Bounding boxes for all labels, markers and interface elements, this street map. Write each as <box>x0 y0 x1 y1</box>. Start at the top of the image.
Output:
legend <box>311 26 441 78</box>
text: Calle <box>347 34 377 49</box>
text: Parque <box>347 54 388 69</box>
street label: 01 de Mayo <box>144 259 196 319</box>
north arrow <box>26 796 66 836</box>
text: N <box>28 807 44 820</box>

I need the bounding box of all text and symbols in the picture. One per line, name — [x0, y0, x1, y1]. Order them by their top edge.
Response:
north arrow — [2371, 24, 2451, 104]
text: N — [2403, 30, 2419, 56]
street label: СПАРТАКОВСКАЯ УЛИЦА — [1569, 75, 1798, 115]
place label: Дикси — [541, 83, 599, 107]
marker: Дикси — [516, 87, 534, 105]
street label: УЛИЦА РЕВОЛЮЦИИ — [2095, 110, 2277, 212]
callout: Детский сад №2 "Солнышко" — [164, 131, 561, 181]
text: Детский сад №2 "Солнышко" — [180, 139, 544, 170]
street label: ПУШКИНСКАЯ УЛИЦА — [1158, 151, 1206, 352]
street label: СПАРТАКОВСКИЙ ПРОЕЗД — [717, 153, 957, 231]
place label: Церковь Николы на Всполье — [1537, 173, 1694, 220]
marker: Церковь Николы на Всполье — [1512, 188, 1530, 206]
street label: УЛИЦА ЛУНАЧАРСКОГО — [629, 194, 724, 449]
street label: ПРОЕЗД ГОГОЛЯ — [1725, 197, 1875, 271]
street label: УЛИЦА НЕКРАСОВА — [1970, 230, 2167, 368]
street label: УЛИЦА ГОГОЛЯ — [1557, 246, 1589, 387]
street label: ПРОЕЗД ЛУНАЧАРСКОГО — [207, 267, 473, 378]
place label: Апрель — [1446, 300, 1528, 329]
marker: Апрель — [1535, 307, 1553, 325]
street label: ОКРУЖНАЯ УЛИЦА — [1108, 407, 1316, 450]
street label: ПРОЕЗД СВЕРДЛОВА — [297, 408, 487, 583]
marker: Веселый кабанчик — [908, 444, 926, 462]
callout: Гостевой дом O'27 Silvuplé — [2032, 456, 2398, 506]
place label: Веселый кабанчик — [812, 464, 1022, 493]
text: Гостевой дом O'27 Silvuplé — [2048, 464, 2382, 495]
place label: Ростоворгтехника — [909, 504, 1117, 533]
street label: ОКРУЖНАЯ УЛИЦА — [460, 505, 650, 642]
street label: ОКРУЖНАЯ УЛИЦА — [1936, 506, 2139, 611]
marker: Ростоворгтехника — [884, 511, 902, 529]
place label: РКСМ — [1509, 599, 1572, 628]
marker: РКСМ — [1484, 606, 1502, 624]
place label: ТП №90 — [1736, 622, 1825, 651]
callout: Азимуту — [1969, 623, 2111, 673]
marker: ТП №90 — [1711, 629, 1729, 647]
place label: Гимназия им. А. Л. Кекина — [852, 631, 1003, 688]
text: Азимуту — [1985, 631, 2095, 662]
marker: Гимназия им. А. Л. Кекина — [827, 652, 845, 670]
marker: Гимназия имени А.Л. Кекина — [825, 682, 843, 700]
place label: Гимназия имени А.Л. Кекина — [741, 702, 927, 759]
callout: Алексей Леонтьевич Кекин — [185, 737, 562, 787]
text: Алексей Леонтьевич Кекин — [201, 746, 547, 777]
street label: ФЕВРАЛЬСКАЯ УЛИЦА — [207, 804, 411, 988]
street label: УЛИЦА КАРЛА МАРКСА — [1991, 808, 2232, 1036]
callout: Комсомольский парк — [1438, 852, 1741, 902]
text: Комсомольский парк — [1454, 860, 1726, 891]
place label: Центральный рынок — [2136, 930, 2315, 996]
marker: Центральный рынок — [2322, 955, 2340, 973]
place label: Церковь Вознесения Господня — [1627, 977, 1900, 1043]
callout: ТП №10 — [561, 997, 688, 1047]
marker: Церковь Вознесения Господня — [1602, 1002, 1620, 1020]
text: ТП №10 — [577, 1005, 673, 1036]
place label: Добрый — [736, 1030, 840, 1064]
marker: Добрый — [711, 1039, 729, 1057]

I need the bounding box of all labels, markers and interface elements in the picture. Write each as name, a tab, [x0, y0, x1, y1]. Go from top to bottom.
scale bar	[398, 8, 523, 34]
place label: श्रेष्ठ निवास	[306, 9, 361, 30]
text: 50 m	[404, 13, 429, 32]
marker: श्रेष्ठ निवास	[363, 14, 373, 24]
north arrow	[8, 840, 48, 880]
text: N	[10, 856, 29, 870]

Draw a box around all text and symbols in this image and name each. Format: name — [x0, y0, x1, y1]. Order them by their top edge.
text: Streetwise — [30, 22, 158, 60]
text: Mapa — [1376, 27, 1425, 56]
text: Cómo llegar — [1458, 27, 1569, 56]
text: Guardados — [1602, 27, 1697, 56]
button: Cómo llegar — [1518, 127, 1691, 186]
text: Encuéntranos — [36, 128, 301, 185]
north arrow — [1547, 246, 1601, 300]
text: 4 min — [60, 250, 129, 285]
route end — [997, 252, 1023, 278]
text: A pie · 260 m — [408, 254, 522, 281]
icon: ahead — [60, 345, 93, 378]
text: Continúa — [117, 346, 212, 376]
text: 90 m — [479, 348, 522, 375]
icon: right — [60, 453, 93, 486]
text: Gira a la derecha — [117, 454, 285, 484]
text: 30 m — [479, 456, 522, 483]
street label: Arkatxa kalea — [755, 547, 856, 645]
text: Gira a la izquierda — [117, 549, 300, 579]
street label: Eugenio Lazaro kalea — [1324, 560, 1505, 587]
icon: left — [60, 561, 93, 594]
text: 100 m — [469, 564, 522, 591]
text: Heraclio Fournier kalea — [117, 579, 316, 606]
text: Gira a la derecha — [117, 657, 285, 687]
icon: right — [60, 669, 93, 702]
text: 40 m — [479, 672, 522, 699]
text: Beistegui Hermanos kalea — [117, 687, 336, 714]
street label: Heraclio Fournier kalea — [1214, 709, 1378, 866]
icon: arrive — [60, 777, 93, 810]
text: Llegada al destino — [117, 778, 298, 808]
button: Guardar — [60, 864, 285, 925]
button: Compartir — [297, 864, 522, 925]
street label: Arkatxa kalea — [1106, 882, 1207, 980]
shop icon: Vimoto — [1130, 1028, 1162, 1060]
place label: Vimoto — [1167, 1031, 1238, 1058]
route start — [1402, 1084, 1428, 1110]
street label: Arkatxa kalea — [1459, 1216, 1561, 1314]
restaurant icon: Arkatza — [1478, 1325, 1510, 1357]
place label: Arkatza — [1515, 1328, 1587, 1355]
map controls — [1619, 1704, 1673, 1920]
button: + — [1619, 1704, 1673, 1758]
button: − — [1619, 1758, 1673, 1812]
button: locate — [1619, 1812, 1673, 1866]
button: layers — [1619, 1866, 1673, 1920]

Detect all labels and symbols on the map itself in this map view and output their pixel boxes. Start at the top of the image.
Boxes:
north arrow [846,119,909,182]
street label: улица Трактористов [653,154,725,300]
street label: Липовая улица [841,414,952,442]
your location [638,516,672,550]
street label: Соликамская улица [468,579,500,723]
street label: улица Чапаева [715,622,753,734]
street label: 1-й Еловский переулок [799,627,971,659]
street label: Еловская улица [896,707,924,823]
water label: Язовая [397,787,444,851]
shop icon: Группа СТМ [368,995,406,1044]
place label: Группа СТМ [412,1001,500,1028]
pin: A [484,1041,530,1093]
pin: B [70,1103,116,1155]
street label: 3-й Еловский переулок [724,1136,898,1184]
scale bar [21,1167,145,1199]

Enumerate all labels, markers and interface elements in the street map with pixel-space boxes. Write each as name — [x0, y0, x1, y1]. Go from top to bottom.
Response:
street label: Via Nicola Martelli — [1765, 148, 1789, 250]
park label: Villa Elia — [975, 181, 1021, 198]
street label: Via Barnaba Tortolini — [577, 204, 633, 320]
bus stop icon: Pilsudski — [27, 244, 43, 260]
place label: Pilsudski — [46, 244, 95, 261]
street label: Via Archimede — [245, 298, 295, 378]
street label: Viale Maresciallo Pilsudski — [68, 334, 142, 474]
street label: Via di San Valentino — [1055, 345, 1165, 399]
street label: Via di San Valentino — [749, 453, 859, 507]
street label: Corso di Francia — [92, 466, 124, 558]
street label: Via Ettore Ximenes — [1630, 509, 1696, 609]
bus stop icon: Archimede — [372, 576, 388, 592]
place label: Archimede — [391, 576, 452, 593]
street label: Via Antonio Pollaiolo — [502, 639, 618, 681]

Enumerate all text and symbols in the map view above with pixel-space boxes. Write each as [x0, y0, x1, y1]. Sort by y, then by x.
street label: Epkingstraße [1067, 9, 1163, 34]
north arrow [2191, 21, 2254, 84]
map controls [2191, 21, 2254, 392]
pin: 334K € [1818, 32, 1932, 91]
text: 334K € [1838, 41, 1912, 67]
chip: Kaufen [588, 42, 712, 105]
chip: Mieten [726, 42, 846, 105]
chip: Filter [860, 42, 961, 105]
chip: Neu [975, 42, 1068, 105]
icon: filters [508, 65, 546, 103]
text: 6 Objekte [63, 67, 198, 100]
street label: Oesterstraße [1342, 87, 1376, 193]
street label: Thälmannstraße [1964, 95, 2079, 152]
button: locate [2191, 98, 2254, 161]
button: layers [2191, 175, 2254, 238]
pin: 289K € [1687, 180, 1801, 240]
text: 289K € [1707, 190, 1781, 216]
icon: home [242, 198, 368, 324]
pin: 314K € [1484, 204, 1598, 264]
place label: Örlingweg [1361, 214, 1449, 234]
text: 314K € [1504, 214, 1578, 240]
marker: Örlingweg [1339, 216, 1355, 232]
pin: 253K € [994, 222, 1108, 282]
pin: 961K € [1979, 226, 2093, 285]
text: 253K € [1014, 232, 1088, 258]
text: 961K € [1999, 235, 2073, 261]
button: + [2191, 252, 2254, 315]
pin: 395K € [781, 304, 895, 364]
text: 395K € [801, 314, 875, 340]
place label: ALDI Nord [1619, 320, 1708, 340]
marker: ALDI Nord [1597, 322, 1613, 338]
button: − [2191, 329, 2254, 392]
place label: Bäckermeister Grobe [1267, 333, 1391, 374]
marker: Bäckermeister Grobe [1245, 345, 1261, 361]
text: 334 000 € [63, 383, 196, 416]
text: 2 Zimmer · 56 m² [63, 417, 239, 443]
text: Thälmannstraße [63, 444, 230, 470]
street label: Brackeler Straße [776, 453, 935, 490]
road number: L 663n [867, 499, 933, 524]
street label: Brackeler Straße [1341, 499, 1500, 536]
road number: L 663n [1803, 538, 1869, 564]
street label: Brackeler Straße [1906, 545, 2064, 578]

**THE TASK:**
In the listing, find all lines with the string "this" and copy them.

**OUTPUT OF THE TASK:**
Bounding boxes for all labels, markers and interface elements, this street map. Write each as <box>x0 y0 x1 y1</box>. Start at the top of the image.
Draw a box around all text and symbols in this image and name each. Format: name — [x0, y0, x1, y1]. Order them by their top edge.
Detect all labels and symbols on the map itself in this map view and output their pixel boxes. Start at the top of the image.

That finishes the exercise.